Apple's vision, in any case, was and is spot on. I wonder how much closer to reality it will be in another fifteen years.

Via Boing Boing is The Butterfly Alphabet.#

Armand sez, "Smithsonian naturalist and photographer Kjell Sandved one day found a butterfly with a silvery, gleaming letter 'F' woven into the tapestry of its wings. Having found one letter of the alphabet, he wondered whether there might be others butterflies flying around with letters on their wings. Could he find them all? He took the challenge but little did he know that it would take him 24 years."

Lance Arthur posts another episode of Hairy Palms and by the end I was laughing out loud and groaning with every turn of the scenario.#

Here's where I tell you why I never go to gay bars:

[...]

4. I am a loser.

I don't add the last bit to make you feel sorry for me or make you feel like punching me hard in the gut, I say it because gay bars make me feel that I am a loser. I'm not the extroverted happy-go-lucky gadfly making friends left and right and flirting with the bartender and dancing with my shirt off and laughing at my own jokes which are actually funny. I am the guy hugging the corner of the bar afraid to move and averting my eyes before that guy sees me looking at him and rolls his eyes, "as if."

I am learning that most of this garbage I carry with me is "myth," not "truth." Myth is the stuff you (I) create to make it easier for your(my)self to fail, and it's designed to make you (me) fail. It allows you (me) to go into any situation and avoid rejection because you've (I've) already rejected your(my)self. "I am unworthy. I am stupid. I am ugly. I am too shy to talk to you. I cannot approach anyone." Blah blah blah.

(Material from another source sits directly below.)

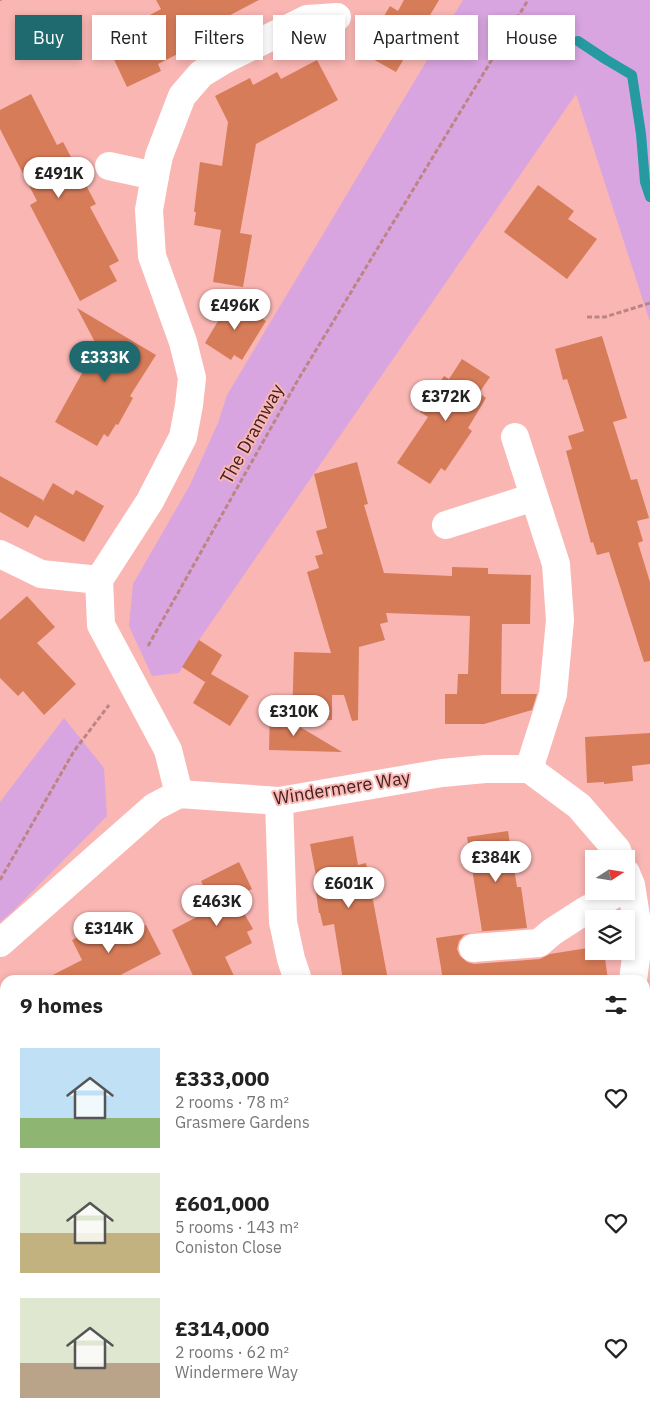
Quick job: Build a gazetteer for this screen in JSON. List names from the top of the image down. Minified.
{"streets":{"street":["Windermere Way"],"path":["The Dramway"]},"north":"right","page":{"chip":["Buy","Rent","Filters","New","Apartment","House"],"price":["£491K","£496K","£333K","£372K","£310K","£384K","£601K","£463K","£314K"],"heading":"9 homes","list":[{"name":"£333,000","note":"2 rooms · 78 m² · Grasmere Gardens"},{"name":"£601,000","note":"5 rooms · 143 m² · Coniston Close"},{"name":"£314,000","note":"2 rooms · 62 m² · Windermere Way"}]}}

Truth is the stuff about you that's real—that you aren't ugly or stupid or awkward, that you can carry on a conversation, that you're no better or worse than any other guy there, you're just you. That comes from, you know, living. Taking chances, accepting what happens, moving on. So you can either accept the myths and build them into a semblance of truth, or reject the myths and, you know, live for a change.

Thanks, that'll be $130 please. See you next week.

Gordon Weakliem responds to a conversation Dave Winer and I had.#

There was a post on makeoutcity about bundling scripting languages with platforms. Dave Winer used Lisp as an example: If vendors had bundled a scripting language, that would have wiped out Lisp. I don't think so. Every copy of MS-DOS came with a BASIC, every Unix out there had a C compiler. So that might have killed the business of BASIC or C vendors. So what about scripting? Every Unix had sed and awk and whatever shell scripting languages, but when Perl came along, it pretty much killed those options. Now, probably every Linux distro ships with Perl and Python and maybe Ruby. That would kill the vendors trying to sell Perl, Python, and Ruby interpreters, but Lisp? Nah. Now if Bill Gates had been a Lisp hacker, maybe Microsoft would be the only Lisp vendor today. No that's something to ponder.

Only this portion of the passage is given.